Alors, oui, on pourra toujours s’offusquer de la gratuité et de la vanité du projet de Chad Stahelski mais sa sincérité et sa virtuosité sont en revanche impossibles à mettre en doute.
Image
La galette UHD se décline en trois éditions éditions allant du collector avec goodies de rigueur (pièce officielle, crayon, carte de visite du Continental Osaka et un plan de Paris reproduisant la carte visible dans le film) au simple boîtier Amaray en passant par un steelbook, toujours accompagnée d’un blu-ray. Et en termes d’image, le 4K creuse sensiblement l’écart avec la haute-définition traditionnelle grâce au Dolby Vision, des couleurs plus riches, une définition irréelle de précision et un relief saisissant. Très soigné eu égard à une source de haut standard, le blu-ray reste dans le haut du panier mais ne fait pas toujours le poids face à son petit frère qui exploite jusqu’au plus infime détail toutes les possibilités offertes par la très très haute définition.
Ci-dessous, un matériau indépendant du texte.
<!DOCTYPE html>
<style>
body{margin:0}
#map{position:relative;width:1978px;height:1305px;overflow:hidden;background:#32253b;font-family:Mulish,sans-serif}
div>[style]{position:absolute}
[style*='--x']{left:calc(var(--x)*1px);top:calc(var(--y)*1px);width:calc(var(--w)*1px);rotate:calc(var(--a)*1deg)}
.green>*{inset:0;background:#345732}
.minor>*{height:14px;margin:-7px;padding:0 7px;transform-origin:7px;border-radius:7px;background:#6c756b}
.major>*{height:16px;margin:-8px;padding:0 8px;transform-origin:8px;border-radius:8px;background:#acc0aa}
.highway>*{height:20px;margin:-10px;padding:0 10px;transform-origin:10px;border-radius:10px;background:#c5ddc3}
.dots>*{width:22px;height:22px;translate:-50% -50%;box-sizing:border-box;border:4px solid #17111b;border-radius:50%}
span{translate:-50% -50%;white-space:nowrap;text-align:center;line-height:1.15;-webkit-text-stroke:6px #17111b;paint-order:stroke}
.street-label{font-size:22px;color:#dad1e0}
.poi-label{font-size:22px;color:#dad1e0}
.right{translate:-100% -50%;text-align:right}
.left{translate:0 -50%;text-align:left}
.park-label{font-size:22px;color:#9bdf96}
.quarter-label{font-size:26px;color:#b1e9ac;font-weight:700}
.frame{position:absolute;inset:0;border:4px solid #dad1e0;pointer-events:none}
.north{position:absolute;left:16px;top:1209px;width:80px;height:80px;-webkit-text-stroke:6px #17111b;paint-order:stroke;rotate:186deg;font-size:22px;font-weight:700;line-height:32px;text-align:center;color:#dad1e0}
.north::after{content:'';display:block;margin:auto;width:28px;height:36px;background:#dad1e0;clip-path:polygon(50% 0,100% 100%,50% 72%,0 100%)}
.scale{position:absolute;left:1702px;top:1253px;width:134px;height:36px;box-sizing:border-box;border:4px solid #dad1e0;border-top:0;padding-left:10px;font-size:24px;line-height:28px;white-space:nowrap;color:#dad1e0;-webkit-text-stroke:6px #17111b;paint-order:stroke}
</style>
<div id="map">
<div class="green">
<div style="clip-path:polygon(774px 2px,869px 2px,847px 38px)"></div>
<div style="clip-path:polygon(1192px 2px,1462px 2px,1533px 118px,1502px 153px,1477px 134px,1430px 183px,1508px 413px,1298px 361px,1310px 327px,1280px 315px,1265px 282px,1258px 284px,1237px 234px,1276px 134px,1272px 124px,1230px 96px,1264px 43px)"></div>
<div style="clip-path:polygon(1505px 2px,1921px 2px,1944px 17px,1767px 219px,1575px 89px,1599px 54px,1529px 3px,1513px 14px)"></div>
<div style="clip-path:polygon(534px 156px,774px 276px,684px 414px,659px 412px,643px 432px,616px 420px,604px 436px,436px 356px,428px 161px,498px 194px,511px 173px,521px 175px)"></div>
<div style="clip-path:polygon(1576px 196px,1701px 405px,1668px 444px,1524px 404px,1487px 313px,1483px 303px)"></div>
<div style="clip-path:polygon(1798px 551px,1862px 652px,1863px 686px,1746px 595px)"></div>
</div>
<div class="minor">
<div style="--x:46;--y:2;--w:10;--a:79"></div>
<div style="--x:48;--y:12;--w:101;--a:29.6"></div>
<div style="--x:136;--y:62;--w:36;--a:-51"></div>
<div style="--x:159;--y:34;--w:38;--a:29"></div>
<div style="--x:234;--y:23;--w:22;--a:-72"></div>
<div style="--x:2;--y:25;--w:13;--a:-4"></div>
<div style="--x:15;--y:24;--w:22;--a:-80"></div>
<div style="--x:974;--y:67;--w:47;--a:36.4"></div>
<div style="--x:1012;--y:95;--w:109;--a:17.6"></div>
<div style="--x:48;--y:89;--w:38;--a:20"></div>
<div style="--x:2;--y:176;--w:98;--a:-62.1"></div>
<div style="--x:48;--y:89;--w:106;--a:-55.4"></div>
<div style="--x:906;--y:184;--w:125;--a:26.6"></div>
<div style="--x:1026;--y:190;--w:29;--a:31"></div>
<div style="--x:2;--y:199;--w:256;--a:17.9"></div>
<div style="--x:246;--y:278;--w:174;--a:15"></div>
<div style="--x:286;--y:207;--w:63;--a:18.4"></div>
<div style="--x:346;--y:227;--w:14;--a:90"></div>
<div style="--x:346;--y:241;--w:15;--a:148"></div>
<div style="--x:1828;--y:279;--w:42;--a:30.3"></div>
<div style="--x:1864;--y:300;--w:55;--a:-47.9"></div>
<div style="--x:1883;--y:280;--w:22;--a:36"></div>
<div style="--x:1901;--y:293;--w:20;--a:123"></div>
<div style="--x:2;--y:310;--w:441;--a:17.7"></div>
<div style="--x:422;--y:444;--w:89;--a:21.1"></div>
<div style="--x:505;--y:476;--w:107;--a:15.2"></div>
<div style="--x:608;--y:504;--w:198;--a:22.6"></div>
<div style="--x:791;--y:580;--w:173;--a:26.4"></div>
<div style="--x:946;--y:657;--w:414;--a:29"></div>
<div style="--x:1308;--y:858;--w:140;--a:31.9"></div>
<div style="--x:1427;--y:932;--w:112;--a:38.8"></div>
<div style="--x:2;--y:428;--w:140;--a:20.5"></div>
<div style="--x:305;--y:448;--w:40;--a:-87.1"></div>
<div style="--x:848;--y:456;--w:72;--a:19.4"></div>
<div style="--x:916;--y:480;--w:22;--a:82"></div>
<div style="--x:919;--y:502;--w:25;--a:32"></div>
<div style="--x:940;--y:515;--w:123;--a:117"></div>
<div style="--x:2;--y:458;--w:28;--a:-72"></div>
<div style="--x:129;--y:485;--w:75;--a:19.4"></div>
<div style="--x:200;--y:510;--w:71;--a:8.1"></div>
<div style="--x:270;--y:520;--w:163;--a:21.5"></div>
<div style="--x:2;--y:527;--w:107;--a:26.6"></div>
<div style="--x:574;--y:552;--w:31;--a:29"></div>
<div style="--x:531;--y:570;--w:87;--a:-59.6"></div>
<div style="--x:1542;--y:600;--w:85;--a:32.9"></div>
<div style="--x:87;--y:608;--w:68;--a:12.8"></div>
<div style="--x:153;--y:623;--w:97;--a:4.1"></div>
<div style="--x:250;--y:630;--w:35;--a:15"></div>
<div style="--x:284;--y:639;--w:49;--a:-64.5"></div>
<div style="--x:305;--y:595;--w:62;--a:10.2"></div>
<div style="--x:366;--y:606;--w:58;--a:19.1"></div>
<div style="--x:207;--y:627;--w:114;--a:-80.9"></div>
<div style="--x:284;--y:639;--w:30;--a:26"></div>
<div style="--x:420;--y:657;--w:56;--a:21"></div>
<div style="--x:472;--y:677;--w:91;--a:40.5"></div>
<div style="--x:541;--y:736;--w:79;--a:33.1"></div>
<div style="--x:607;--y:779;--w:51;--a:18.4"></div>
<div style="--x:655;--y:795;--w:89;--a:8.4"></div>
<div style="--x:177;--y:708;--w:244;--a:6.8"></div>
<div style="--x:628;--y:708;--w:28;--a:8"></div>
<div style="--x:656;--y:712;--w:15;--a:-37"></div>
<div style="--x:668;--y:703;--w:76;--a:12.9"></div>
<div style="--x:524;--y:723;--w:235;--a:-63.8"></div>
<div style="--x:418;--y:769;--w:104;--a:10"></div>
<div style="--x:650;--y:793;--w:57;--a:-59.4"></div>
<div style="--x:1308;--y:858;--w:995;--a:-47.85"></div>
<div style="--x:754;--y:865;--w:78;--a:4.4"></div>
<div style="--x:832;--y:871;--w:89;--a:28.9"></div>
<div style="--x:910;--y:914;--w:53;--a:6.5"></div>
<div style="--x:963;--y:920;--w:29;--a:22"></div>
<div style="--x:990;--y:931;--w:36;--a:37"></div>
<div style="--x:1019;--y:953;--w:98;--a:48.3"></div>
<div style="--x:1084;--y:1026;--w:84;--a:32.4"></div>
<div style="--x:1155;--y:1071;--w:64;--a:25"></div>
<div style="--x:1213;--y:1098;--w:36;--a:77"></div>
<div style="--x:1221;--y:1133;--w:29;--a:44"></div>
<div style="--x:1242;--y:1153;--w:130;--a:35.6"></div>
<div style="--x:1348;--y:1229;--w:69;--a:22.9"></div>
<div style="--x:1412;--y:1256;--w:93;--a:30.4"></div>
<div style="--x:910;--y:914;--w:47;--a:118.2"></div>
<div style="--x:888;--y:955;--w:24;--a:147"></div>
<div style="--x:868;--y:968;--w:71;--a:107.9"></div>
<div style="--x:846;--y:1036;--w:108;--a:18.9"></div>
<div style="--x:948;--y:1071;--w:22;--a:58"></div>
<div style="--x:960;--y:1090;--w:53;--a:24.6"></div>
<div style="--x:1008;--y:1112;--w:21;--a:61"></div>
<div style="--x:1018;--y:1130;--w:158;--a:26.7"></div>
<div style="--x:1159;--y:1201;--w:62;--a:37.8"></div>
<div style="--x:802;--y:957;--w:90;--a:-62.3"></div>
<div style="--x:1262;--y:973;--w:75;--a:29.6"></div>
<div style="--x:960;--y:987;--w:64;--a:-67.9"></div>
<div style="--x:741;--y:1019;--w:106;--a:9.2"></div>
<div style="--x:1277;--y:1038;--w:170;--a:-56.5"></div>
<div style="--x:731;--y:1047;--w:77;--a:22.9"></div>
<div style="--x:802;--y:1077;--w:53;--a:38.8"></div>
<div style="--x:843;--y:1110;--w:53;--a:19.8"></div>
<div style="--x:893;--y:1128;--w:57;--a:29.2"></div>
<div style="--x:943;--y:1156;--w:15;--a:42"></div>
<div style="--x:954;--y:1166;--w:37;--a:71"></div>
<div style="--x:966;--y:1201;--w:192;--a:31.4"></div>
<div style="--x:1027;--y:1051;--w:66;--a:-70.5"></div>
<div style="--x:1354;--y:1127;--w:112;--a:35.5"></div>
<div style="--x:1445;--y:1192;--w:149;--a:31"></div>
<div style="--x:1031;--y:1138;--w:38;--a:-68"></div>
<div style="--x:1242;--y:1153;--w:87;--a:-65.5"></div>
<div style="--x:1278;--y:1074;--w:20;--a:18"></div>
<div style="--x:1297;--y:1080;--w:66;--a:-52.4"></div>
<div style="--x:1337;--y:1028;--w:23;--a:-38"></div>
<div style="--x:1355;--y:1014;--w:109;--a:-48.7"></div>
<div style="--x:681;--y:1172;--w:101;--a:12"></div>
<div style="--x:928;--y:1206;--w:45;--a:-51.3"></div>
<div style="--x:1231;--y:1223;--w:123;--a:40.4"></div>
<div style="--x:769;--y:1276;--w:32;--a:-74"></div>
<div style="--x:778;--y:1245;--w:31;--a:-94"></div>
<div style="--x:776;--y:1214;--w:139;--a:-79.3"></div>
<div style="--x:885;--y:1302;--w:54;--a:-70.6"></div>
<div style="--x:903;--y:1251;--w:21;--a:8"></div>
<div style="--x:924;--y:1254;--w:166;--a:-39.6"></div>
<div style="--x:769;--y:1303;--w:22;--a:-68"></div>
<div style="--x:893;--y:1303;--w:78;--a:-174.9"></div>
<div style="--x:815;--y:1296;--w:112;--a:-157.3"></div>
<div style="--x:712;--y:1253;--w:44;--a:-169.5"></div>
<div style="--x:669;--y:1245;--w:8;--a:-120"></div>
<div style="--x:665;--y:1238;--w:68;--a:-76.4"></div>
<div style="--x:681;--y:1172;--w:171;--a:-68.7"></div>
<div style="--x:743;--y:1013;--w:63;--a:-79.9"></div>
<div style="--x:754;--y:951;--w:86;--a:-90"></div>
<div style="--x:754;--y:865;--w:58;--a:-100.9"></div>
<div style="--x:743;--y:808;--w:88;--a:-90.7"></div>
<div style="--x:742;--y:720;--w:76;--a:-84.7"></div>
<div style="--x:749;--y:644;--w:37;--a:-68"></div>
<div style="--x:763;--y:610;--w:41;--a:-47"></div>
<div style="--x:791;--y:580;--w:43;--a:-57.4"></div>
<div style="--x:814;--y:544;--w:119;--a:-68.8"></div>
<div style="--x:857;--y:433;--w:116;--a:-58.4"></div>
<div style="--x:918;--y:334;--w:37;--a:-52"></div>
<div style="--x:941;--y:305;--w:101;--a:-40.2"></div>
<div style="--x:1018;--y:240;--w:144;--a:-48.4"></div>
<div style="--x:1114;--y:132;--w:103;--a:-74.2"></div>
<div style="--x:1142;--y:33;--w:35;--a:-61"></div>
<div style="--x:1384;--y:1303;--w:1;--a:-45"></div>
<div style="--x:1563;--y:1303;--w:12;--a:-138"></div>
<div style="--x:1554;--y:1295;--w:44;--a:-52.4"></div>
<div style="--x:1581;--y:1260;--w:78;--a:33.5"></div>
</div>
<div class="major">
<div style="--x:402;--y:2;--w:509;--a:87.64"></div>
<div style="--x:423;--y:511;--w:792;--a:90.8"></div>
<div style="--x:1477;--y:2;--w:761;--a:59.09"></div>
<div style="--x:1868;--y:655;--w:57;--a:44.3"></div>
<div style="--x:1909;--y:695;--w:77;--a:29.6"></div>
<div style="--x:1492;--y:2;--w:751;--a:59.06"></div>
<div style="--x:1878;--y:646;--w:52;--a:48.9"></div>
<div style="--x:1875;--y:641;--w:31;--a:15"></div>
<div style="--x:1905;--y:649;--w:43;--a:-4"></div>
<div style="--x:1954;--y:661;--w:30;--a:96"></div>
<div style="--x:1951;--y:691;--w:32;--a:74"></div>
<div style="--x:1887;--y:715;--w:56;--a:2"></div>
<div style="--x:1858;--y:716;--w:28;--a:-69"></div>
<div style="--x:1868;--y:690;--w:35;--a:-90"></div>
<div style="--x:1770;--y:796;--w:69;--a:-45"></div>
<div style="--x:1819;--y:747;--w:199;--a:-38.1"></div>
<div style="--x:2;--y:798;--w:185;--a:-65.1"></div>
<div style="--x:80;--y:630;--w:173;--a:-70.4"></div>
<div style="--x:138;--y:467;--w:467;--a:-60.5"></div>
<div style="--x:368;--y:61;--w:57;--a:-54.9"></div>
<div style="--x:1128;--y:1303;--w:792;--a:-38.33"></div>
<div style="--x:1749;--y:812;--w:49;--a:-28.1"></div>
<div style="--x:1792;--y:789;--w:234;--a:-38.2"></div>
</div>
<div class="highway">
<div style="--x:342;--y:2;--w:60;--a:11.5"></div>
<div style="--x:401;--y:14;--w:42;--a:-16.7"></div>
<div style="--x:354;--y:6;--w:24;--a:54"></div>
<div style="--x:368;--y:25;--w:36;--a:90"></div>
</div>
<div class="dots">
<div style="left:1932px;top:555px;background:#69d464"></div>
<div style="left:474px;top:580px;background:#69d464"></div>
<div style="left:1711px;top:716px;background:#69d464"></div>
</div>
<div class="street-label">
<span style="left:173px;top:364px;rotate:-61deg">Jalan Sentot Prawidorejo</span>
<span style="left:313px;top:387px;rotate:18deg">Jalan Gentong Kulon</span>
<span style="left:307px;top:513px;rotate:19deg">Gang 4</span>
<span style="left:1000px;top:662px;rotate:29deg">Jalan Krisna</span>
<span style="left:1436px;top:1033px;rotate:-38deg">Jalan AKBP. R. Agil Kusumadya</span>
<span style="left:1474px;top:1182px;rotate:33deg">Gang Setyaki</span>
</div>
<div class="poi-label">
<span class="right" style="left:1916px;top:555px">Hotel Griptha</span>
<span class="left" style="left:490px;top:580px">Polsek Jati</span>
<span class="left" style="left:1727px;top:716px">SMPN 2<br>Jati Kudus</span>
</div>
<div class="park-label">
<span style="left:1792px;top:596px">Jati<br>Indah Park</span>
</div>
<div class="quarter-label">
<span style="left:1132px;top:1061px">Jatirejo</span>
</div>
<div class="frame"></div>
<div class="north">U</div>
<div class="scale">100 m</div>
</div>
Un disque de référence pour home cinéphiles exigeants.
Son
La différence se fait moins ressentir sur les pistes son avec des mixages en 7.1 quasiment identiques d’un format à l’autre. Les versions françaises se font un soupçon plus frontal et rentre dans le lard que des versions originales à la subtilité indiscutable. Mais le contrat action pétaradante est pleinement rempli dans les deux cas avec des basses ravageuses et une spatialisation qui donne le tournis lors de la scène de l’Arc de Triomphe avec des moteurs en surrégime qui virevoltent d’une enceinte à l’autre.
Interactivité
Pas de commentaire audio mais un making-of riche en images de tournage et découpé en une douzaine de featurettes durant toutes entre cinq et dix minutes. Tous les aspects du tournage sont abordés et révèlent une production minutieuse et complexe mais il faut toujours slalomer entre les innombrables propos promotionnels et l’enthousiasme surjoué de Keanu Reeves peut se révéler épuisant. Le clou du spectacle ? La préparation et le tournage de la longue fusillade entièrement captée en plongée par une caméra suspendue à un système de grue et de câbles et la scène de l’Arc de Triomphe (encore elle!) tournée sur un gigantesque parking en Allemagne combinée aux images tournées à Paris dans un mélange bluffant d’images de synthèse et de cascades bien réelles.
Liste des bonus
« Chad et Keanu », « L’entraînement d’un tueur », « Faire un carton », « Psychologie d’un tueur », « L’aveugle mène le combat », « Se mettre sur son 31 », « Faire mouche », « Un plan qui tue », « Tirer à la vitesse du trafic », « Un plan dans l’obscurité », « Devoir de mémoire », Bande-annonce.